Hybrid Neural Interpolation of a Sequence of Wind Flows
Ameir Shaa, Claude Guet, Xiasu Yang, Armand Albergel, Bruno Ribstein, Maxime Nibart
TL;DR
This work tackles real-time urban wind field prediction by building surrogate models for Reynolds-averaged Navier–Stokes solutions as boundary-condition–dependent interpolants. It introduces a hybrid Tucker–NN framework that embeds a Tucker tensor decomposition into the network to compress high-dimensional wind-field data and learns a neural residual to suppress interpolation artifacts, achieving $R^2$ near 1 across velocity, pressure, and eddy viscosity. The approach yields substantial training speedups (from ~$2.82$ s/epoch to ~0.45 s/epoch) and reduces parameter counts (approximately $16{,}197$ vs $50{,}949$) while maintaining accuracy close to a pure neural-network benchmark, and it suppresses spurious oscillations in wakes. The resulting surrogate supports real-time wind-field updates suitable for emergency response and urban-scale pollutant transport studies, with clear pathways for extending to more complex geometries and additional parameterizations.
Abstract
Rapid and accurate urban wind field prediction is essential for modeling particle transport in emergency scenarios.
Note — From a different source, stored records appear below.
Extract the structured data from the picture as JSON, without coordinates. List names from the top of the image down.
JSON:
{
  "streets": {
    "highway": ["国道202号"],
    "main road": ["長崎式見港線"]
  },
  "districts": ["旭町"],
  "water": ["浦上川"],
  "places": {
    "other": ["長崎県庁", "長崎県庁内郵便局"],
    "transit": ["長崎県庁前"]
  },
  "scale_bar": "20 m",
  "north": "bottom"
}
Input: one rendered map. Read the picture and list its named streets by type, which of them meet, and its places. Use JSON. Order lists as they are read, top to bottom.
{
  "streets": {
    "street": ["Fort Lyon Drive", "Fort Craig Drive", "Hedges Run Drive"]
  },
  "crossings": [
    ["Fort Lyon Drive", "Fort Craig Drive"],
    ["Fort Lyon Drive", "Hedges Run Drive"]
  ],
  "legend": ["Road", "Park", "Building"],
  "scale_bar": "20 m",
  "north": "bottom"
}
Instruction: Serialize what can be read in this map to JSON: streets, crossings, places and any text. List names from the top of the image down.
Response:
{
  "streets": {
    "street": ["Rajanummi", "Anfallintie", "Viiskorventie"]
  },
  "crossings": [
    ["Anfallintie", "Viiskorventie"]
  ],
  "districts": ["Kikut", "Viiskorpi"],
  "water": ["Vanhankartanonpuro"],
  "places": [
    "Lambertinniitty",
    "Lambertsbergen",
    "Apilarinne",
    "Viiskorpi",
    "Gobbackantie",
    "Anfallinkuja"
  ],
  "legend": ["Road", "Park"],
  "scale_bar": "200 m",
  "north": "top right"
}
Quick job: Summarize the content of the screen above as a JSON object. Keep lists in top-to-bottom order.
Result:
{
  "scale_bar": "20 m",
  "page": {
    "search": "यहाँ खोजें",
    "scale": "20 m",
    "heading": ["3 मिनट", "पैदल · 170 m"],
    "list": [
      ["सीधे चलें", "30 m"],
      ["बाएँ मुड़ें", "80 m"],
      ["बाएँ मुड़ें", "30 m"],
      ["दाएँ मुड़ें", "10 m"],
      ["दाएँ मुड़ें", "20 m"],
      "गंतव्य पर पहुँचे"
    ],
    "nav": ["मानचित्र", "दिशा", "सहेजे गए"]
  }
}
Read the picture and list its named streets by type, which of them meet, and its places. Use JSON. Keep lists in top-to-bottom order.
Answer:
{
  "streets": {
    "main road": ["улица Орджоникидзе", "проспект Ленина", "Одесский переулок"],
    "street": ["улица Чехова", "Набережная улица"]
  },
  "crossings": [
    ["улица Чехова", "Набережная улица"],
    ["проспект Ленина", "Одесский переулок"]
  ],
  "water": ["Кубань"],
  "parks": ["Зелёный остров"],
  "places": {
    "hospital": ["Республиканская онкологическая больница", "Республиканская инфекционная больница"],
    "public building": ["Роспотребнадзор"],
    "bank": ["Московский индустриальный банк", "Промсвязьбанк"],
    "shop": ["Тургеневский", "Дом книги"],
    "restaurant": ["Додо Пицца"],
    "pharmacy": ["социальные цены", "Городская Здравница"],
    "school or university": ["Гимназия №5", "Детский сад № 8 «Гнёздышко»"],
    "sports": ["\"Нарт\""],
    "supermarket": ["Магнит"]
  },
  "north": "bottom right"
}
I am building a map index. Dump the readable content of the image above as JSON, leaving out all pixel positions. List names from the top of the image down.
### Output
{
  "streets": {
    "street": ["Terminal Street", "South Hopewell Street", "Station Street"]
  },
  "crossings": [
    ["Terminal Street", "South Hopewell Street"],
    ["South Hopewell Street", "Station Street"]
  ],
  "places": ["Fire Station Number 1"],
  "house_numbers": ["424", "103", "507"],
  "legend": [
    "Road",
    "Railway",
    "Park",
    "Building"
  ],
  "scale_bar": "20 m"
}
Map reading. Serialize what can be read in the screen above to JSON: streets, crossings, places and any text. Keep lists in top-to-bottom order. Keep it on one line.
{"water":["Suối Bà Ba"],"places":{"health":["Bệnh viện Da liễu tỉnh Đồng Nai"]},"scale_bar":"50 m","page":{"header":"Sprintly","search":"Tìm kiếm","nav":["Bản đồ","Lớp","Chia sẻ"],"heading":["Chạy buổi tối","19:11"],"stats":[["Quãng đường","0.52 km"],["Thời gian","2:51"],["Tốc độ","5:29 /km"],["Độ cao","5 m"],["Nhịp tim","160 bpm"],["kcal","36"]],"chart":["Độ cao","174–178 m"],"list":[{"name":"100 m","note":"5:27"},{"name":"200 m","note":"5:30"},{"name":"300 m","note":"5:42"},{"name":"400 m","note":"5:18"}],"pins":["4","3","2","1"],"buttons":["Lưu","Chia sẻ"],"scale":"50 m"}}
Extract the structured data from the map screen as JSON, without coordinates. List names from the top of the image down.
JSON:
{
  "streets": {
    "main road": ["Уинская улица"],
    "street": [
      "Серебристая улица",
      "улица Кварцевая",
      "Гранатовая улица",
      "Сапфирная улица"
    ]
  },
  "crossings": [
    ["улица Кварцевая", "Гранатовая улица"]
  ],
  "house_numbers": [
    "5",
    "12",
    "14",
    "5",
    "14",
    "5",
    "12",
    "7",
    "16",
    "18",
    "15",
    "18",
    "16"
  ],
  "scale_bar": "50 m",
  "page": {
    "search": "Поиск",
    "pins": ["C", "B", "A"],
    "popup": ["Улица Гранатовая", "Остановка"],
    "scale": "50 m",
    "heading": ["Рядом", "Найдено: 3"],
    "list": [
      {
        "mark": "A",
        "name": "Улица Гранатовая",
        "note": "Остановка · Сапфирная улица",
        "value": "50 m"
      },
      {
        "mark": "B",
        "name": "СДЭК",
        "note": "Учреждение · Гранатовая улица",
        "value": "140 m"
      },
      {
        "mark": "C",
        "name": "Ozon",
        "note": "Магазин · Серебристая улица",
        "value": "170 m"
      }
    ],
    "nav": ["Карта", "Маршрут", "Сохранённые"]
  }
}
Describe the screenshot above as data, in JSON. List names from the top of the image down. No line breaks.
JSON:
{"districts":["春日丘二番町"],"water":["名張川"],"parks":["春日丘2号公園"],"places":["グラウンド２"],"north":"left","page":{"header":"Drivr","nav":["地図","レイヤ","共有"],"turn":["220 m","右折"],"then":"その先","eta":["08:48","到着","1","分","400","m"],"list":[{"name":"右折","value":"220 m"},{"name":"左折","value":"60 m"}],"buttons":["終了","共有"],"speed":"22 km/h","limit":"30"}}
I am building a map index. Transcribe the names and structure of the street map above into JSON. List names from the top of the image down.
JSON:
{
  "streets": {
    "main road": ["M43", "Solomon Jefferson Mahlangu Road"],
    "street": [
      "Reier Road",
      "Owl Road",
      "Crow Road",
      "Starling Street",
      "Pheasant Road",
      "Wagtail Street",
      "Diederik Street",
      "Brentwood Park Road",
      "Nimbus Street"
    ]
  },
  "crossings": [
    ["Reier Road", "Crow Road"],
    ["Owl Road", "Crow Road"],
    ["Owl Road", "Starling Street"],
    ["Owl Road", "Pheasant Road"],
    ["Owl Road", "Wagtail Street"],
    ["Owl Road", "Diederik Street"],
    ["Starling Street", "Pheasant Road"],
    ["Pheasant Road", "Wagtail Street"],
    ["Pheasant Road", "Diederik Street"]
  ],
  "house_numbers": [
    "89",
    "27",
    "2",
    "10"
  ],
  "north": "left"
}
Traditional Computational Fluid Dynamics (CFD) approaches are too slow for real-time applications, necessitating surrogate models. We develop a hybrid neural interpolation method for constructing surrogate models that can update urban wind maps on timescales aligned with meteorological variations. Our approach combines Tucker tensor decomposition with neural networks to interpolate Reynolds-Averaged Navier-Stokes (RANS) solutions across varying inlet wind angles. The method decomposes high-dimensional velocity, pressure, and eddy viscosity field datasets into a core tensor and factor matrices, then uses Fourier interpolation for angular modes and k-nearest neighbors convolution for spatial interpolation. A neural network correction mitigates interpolation artifacts while preserving physical consistency. We validate the approach on a simple cylinder-sphere configuration and, relative to a strong pure neural network benchmark, achieve comparable or improved accuracy ($R^2 > 0.99$) with significantly reduced training time. The pure NN remains a feasible reference model; the hybrid provides an accelerated approximate alternative that suppresses spurious oscillations, maintains wake dynamics, and demonstrates computational efficiency suitable for real-time urban wind simulation.